Last week we discussed the perils of earning returns too early. It’s happening in the distressed debt world, where firms have earned returns on funds that are still in the process of being raised. If the firm continues to raise capital, it will dilute the performance of the existing investors. Furthermore, new investors will need to support the carrying cost of their investments on their own balance sheets, which makes the fund less desirable.
The phenomenon has apparently infected private equity funds as well. This week Private Equity Insider reported that Avista Capital’s LPs aren’t too excited about the fact that the firm used the strong early performance of its second fund as a way to lure investors into it, pitching a sort of “J-curve-free” fund. Avista Capital allowed new investors to buy into the old investments for only a small buy-in fee, diluting existing investors and making them feel they weren’t properly valued for their early commitment to the fund. Existing investors approved the move, yet they’re not happy about it, PE Insider reported. Seems those investors had a choice in the matter and made the wrong decision…
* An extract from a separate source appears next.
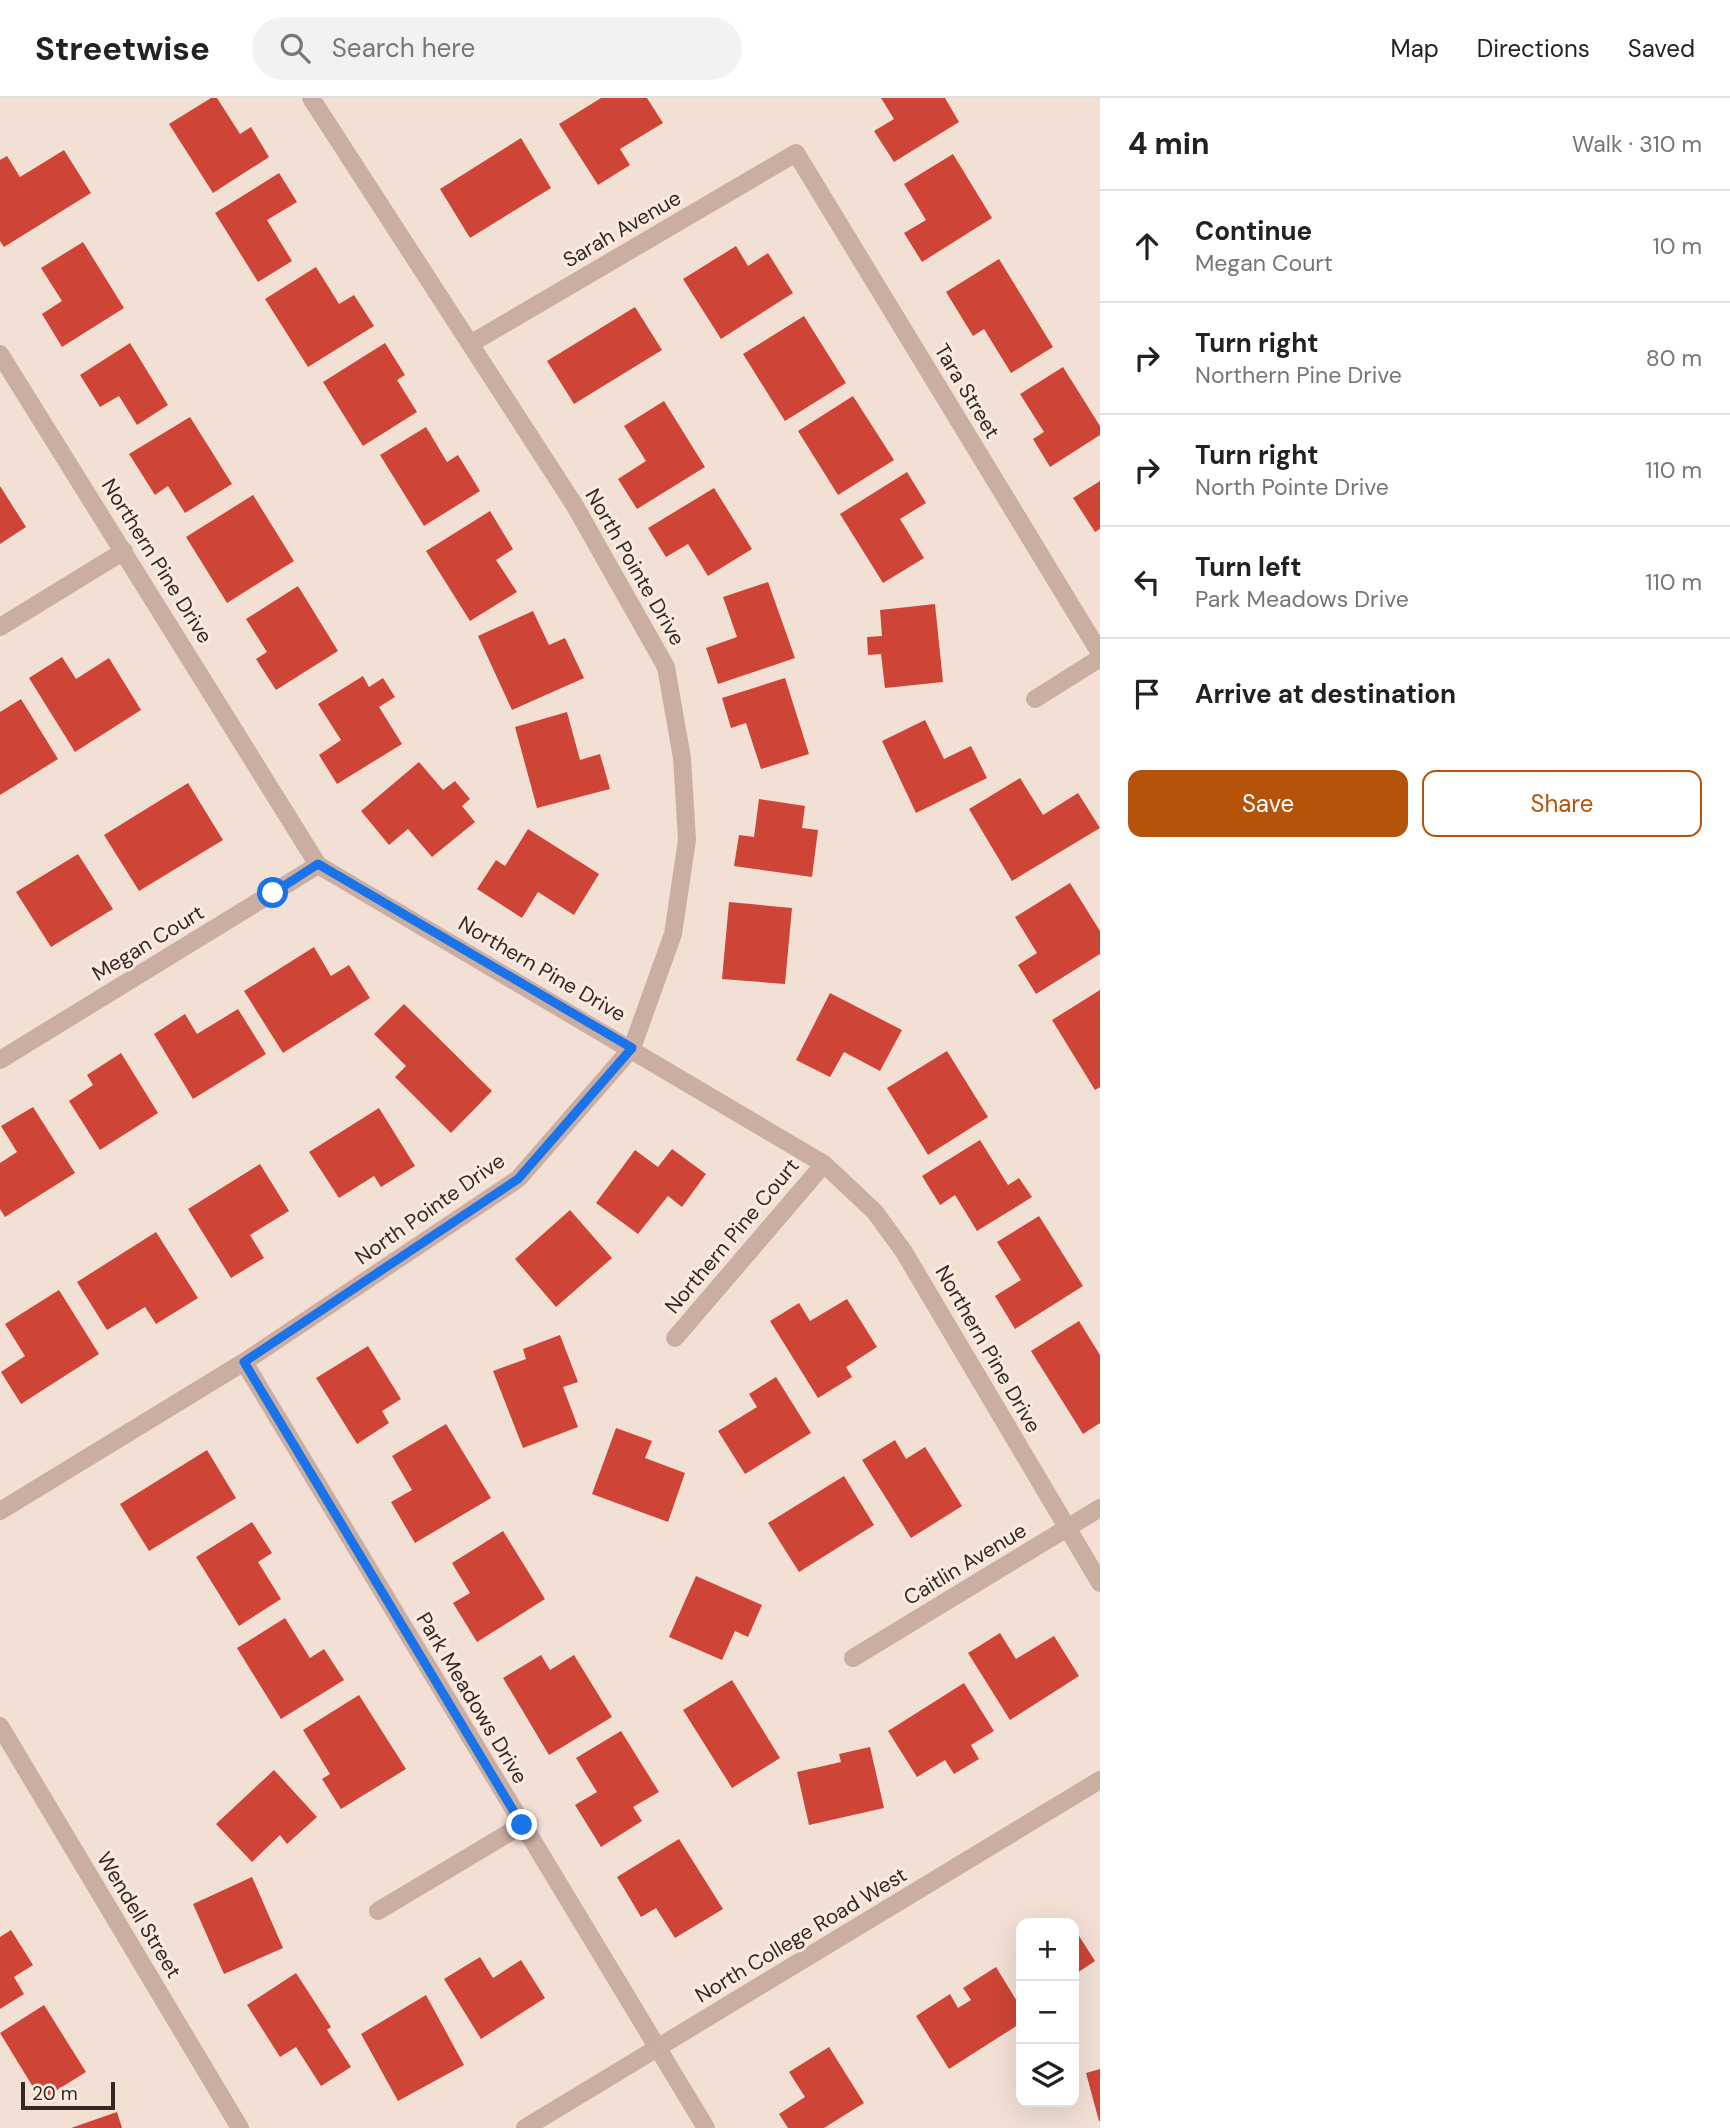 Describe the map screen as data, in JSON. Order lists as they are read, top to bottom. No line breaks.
{"streets":{"street":["Sarah Avenue","Tara Street","Northern Pine Drive","North Pointe Drive","Megan Court","Northern Pine Court","Caitlin Avenue","Park Meadows Drive","Wendell Street","North College Road West"]},"crossings":[["Sarah Avenue","Tara Street"],["Sarah Avenue","North Pointe Drive"],["Northern Pine Drive","North Pointe Drive"],["Northern Pine Drive","Megan Court"],["Northern Pine Drive","Northern Pine Court"],["Northern Pine Drive","Caitlin Avenue"],["North Pointe Drive","Park Meadows Drive"],["Park Meadows Drive","North College Road West"]],"scale_bar":"20 m","page":{"header":"Streetwise","search":"Search here","nav":["Map","Directions","Saved"],"heading":["4 min","Walk · 310 m"],"list":[["Continue","Megan Court","10 m"],["Turn right","Northern Pine Drive","80 m"],["Turn right","North Pointe Drive","110 m"],["Turn left","Park Meadows Drive","110 m"],"Arrive at destination"],"buttons":["Save","Share"],"map_buttons":["+","−"],"scale":"20 m"}}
Regardless, it’s a situation that may arise more frequently with firms taking longer and longer to raise their funds. By the time many of these funds hold a final close-Madison Dearborn’s two-plus year fundraise which closed last month is a good example, some of them are halfway into their investment period. It’s important that the funds raised over long periods invest the money along the way, otherwise their investment period is greatly diminished at the final close. Typically new investors don’t get to take part in the old investments without paying a premium. Avista allowed new investors to get a piece of already written-up investments for a small interest rate.
Maybe it’s not the greatest move in the world, but desperate fundraising times call for desperate GPs. Considering the initial investors voted to approve of the allowance and of Avista’s fundraising extension, it sounds like sour grapes to me.